## About this task
I would like the listing below retyped exactly, line by line.

○ ○ ○ ○

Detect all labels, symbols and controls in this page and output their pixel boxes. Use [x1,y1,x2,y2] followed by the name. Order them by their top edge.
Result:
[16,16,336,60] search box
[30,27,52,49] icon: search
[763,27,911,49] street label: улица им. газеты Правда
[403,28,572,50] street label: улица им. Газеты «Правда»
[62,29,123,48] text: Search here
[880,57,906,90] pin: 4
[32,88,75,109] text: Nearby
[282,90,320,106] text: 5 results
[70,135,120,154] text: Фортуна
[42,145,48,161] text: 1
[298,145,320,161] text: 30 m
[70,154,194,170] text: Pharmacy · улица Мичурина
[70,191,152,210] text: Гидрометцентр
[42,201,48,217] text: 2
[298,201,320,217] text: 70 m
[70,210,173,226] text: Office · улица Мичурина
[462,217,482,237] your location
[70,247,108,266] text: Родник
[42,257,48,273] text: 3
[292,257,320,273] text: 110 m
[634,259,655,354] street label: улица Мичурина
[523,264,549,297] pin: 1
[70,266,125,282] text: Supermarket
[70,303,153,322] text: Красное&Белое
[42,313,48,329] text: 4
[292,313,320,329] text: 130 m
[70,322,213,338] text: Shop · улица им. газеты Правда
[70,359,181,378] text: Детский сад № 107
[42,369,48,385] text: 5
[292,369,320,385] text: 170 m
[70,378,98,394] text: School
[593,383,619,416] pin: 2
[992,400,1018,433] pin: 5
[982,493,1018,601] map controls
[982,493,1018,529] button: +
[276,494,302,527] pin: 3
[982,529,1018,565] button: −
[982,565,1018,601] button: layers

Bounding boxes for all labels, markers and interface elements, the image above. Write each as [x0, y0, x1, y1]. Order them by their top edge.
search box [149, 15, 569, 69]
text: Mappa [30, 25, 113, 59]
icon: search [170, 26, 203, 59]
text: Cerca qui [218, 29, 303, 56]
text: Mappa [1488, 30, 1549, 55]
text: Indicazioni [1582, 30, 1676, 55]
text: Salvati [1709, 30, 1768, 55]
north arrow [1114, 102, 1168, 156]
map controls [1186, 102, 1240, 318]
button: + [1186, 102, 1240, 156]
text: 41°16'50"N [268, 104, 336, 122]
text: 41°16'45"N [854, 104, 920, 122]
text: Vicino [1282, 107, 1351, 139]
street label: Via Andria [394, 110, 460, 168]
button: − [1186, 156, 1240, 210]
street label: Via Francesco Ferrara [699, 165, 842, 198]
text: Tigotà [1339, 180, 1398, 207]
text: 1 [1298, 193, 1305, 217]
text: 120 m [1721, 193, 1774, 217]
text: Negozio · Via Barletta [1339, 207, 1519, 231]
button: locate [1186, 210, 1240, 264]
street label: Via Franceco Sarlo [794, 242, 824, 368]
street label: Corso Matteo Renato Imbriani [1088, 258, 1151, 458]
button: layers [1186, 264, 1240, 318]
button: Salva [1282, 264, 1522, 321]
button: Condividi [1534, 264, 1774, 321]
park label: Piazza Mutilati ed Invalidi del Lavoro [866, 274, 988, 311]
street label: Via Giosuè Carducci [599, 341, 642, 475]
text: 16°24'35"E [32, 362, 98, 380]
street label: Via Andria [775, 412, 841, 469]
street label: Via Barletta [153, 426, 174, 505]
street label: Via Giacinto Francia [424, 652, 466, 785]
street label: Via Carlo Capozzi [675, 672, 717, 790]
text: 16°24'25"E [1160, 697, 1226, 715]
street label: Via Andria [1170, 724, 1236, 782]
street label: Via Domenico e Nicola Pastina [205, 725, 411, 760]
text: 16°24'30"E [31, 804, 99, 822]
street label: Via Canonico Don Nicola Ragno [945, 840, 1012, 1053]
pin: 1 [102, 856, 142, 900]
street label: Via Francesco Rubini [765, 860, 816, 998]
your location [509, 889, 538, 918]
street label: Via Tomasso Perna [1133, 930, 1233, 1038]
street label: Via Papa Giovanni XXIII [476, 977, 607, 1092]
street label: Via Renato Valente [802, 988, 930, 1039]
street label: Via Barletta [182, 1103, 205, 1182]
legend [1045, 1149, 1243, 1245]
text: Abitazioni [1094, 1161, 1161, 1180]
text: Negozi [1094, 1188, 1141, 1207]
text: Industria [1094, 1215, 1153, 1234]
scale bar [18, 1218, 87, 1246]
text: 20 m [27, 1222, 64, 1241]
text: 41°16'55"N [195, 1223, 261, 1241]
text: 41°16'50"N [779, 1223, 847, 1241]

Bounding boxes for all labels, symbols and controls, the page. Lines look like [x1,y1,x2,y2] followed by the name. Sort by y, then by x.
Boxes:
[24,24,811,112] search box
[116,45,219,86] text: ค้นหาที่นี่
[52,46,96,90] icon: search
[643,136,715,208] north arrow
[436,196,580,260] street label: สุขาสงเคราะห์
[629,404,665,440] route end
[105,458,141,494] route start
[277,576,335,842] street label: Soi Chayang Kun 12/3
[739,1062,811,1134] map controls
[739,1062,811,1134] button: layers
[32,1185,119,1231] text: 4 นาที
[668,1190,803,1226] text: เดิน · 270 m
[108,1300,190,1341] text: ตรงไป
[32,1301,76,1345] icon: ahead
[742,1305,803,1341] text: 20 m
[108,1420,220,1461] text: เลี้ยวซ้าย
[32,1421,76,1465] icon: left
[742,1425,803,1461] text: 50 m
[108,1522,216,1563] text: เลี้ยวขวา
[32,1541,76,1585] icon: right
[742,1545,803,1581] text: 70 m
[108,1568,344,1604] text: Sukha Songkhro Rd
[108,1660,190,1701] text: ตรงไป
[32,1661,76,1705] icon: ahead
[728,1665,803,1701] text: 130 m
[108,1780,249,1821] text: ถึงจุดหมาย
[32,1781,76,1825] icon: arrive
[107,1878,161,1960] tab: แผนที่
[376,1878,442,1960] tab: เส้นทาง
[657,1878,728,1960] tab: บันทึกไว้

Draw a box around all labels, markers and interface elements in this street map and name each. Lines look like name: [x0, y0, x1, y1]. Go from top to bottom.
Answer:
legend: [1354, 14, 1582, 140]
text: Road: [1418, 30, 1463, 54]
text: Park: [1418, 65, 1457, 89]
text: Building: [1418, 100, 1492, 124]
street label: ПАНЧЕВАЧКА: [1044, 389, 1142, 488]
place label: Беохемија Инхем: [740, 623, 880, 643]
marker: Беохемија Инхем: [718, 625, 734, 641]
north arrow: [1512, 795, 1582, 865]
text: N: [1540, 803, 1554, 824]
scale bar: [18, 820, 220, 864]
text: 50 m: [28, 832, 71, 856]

○ ○ ○ ○

## Answer space
Detect all labels, symbols and controls in this page and output their pixel boxes. Use [x1,y1,x2,y2] followed by the name. Order them by their top edge.
Result:
[16,16,336,60] search box
[30,27,52,49] icon: search
[763,27,911,49] street label: улица им. газеты Правда
[403,28,572,50] street label: улица им. Газеты «Правда»
[62,29,123,48] text: Search here
[880,57,906,90] pin: 4
[32,88,75,109] text: Nearby
[282,90,320,106] text: 5 results
[70,135,120,154] text: Фортуна
[42,145,48,161] text: 1
[298,145,320,161] text: 30 m
[70,154,194,170] text: Pharmacy · улица Мичурина
[70,191,152,210] text: Гидрометцентр
[42,201,48,217] text: 2
[298,201,320,217] text: 70 m
[70,210,173,226] text: Office · улица Мичурина
[462,217,482,237] your location
[70,247,108,266] text: Родник
[42,257,48,273] text: 3
[292,257,320,273] text: 110 m
[634,259,655,354] street label: улица Мичурина
[523,264,549,297] pin: 1
[70,266,125,282] text: Supermarket
[70,303,153,322] text: Красное&Белое
[42,313,48,329] text: 4
[292,313,320,329] text: 130 m
[70,322,213,338] text: Shop · улица им. газеты Правда
[70,359,181,378] text: Детский сад № 107
[42,369,48,385] text: 5
[292,369,320,385] text: 170 m
[70,378,98,394] text: School
[593,383,619,416] pin: 2
[992,400,1018,433] pin: 5
[982,493,1018,601] map controls
[982,493,1018,529] button: +
[276,494,302,527] pin: 3
[982,529,1018,565] button: −
[982,565,1018,601] button: layers

Bounding boxes for all labels, markers and interface elements, the image above. Write each as [x0, y0, x1, y1]. Order them by their top edge.
search box [149, 15, 569, 69]
text: Mappa [30, 25, 113, 59]
icon: search [170, 26, 203, 59]
text: Cerca qui [218, 29, 303, 56]
text: Mappa [1488, 30, 1549, 55]
text: Indicazioni [1582, 30, 1676, 55]
text: Salvati [1709, 30, 1768, 55]
north arrow [1114, 102, 1168, 156]
map controls [1186, 102, 1240, 318]
button: + [1186, 102, 1240, 156]
text: 41°16'50"N [268, 104, 336, 122]
text: 41°16'45"N [854, 104, 920, 122]
text: Vicino [1282, 107, 1351, 139]
street label: Via Andria [394, 110, 460, 168]
button: − [1186, 156, 1240, 210]
street label: Via Francesco Ferrara [699, 165, 842, 198]
text: Tigotà [1339, 180, 1398, 207]
text: 1 [1298, 193, 1305, 217]
text: 120 m [1721, 193, 1774, 217]
text: Negozio · Via Barletta [1339, 207, 1519, 231]
button: locate [1186, 210, 1240, 264]
street label: Via Franceco Sarlo [794, 242, 824, 368]
street label: Corso Matteo Renato Imbriani [1088, 258, 1151, 458]
button: layers [1186, 264, 1240, 318]
button: Salva [1282, 264, 1522, 321]
button: Condividi [1534, 264, 1774, 321]
park label: Piazza Mutilati ed Invalidi del Lavoro [866, 274, 988, 311]
street label: Via Giosuè Carducci [599, 341, 642, 475]
text: 16°24'35"E [32, 362, 98, 380]
street label: Via Andria [775, 412, 841, 469]
street label: Via Barletta [153, 426, 174, 505]
street label: Via Giacinto Francia [424, 652, 466, 785]
street label: Via Carlo Capozzi [675, 672, 717, 790]
text: 16°24'25"E [1160, 697, 1226, 715]
street label: Via Andria [1170, 724, 1236, 782]
street label: Via Domenico e Nicola Pastina [205, 725, 411, 760]
text: 16°24'30"E [31, 804, 99, 822]
street label: Via Canonico Don Nicola Ragno [945, 840, 1012, 1053]
pin: 1 [102, 856, 142, 900]
street label: Via Francesco Rubini [765, 860, 816, 998]
your location [509, 889, 538, 918]
street label: Via Tomasso Perna [1133, 930, 1233, 1038]
street label: Via Papa Giovanni XXIII [476, 977, 607, 1092]
street label: Via Renato Valente [802, 988, 930, 1039]
street label: Via Barletta [182, 1103, 205, 1182]
legend [1045, 1149, 1243, 1245]
text: Abitazioni [1094, 1161, 1161, 1180]
text: Negozi [1094, 1188, 1141, 1207]
text: Industria [1094, 1215, 1153, 1234]
scale bar [18, 1218, 87, 1246]
text: 20 m [27, 1222, 64, 1241]
text: 41°16'55"N [195, 1223, 261, 1241]
text: 41°16'50"N [779, 1223, 847, 1241]

Bounding boxes for all labels, symbols and controls, the page. Lines look like [x1,y1,x2,y2] followed by the name. Sort by y, then by x.
Boxes:
[24,24,811,112] search box
[116,45,219,86] text: ค้นหาที่นี่
[52,46,96,90] icon: search
[643,136,715,208] north arrow
[436,196,580,260] street label: สุขาสงเคราะห์
[629,404,665,440] route end
[105,458,141,494] route start
[277,576,335,842] street label: Soi Chayang Kun 12/3
[739,1062,811,1134] map controls
[739,1062,811,1134] button: layers
[32,1185,119,1231] text: 4 นาที
[668,1190,803,1226] text: เดิน · 270 m
[108,1300,190,1341] text: ตรงไป
[32,1301,76,1345] icon: ahead
[742,1305,803,1341] text: 20 m
[108,1420,220,1461] text: เลี้ยวซ้าย
[32,1421,76,1465] icon: left
[742,1425,803,1461] text: 50 m
[108,1522,216,1563] text: เลี้ยวขวา
[32,1541,76,1585] icon: right
[742,1545,803,1581] text: 70 m
[108,1568,344,1604] text: Sukha Songkhro Rd
[108,1660,190,1701] text: ตรงไป
[32,1661,76,1705] icon: ahead
[728,1665,803,1701] text: 130 m
[108,1780,249,1821] text: ถึงจุดหมาย
[32,1781,76,1825] icon: arrive
[107,1878,161,1960] tab: แผนที่
[376,1878,442,1960] tab: เส้นทาง
[657,1878,728,1960] tab: บันทึกไว้

Draw a box around all labels, markers and interface elements in this street map and name each. Lines look like name: [x0, y0, x1, y1]. Go from top to bottom.
Answer:
legend: [1354, 14, 1582, 140]
text: Road: [1418, 30, 1463, 54]
text: Park: [1418, 65, 1457, 89]
text: Building: [1418, 100, 1492, 124]
street label: ПАНЧЕВАЧКА: [1044, 389, 1142, 488]
place label: Беохемија Инхем: [740, 623, 880, 643]
marker: Беохемија Инхем: [718, 625, 734, 641]
north arrow: [1512, 795, 1582, 865]
text: N: [1540, 803, 1554, 824]
scale bar: [18, 820, 220, 864]
text: 50 m: [28, 832, 71, 856]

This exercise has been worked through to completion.